[Python-Dev] Semantics of __int__(), __index__()

Steven D'Aprano steve at pearwood.info
Wed Apr 3 18:04:11 CEST 2013


On 04/04/13 01:16, Barry Warsaw wrote:
> On Apr 03, 2013, at 09:17 PM, Nick Coghlan wrote:
>
>> Perhaps we should start emitting a DeprecationWarning for int subclasses
>> returned from __int__ and __index__ in 3.4?
>
> I definitely agree with doing this for __int__(), since it's intimately tied
> to int(), which is clearly a type conversion operation.  It's analogous to all
> the other built-in types-as-functions, so int() calls __int__() which must
> return a concrete integer.

Why must it?
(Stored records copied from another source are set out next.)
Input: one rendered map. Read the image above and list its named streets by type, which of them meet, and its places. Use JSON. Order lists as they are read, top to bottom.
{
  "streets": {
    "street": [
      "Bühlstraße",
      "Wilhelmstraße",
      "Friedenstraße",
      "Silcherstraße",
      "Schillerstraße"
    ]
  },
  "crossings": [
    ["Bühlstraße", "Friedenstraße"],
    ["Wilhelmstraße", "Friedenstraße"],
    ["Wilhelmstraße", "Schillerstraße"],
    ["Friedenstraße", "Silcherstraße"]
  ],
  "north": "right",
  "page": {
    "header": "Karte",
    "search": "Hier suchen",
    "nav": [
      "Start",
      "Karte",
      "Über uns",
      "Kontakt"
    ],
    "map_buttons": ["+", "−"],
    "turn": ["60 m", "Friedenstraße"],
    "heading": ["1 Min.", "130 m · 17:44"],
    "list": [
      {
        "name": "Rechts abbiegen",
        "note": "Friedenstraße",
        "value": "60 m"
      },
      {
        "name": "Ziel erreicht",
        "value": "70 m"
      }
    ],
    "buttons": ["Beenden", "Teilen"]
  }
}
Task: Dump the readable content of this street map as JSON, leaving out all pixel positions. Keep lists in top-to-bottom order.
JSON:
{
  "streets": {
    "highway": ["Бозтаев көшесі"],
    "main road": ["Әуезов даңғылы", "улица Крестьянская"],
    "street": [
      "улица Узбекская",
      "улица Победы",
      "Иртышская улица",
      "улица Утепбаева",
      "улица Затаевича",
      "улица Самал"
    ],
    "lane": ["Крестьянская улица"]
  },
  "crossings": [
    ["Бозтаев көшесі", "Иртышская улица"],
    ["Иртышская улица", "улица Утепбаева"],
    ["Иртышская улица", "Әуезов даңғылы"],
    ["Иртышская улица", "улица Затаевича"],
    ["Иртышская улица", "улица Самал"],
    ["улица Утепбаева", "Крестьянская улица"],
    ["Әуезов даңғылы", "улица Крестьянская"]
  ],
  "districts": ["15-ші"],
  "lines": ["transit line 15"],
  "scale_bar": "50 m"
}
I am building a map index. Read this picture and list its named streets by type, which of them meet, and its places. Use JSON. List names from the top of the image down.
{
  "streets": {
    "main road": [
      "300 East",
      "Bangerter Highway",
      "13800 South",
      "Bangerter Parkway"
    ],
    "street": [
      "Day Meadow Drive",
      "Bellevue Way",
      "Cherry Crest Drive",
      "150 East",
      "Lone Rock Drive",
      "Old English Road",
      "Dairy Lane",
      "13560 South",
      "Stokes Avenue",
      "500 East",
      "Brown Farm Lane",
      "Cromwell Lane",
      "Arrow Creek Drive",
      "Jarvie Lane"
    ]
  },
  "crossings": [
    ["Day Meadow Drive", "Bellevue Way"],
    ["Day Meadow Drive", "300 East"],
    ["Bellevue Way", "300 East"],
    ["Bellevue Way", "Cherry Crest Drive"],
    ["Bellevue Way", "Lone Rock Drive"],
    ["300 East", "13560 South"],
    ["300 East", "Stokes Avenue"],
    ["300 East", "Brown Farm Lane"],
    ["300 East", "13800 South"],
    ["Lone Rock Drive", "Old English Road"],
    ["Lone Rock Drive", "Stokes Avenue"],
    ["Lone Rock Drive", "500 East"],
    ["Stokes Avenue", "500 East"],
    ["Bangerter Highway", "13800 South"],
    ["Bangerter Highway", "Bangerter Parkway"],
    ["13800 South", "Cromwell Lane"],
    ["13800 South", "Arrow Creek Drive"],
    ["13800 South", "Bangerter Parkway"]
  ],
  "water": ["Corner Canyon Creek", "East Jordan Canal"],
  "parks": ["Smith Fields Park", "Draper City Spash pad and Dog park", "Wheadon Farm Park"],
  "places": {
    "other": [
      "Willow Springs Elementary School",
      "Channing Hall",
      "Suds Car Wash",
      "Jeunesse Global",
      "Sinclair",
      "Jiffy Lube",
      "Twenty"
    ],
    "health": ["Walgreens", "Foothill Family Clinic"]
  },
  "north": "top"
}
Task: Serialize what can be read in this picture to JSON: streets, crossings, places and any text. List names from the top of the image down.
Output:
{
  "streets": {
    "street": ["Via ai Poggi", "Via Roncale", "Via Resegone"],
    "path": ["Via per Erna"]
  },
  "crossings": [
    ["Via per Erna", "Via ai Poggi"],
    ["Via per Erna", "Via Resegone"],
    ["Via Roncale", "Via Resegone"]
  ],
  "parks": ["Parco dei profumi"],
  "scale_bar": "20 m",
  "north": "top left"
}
I think that's the claim which must be justified, not just taken
as a given.


When we call n = int(something), what's the use-case for caring that n is an
instance of built-in int but not of a subclass, and is that use-case so
compelling that it must be enforced for all uses of int() etc.?

As I see it, what I expect is this:


n = int(something)
assert isinstance(n, int)


not this:


n = int(something)
assert type(n) is int


I haven't cared about checking type identity since "Unifying types and classes" way back in Python 2.2, and I don't see why we should enforce a more restrictive rule now.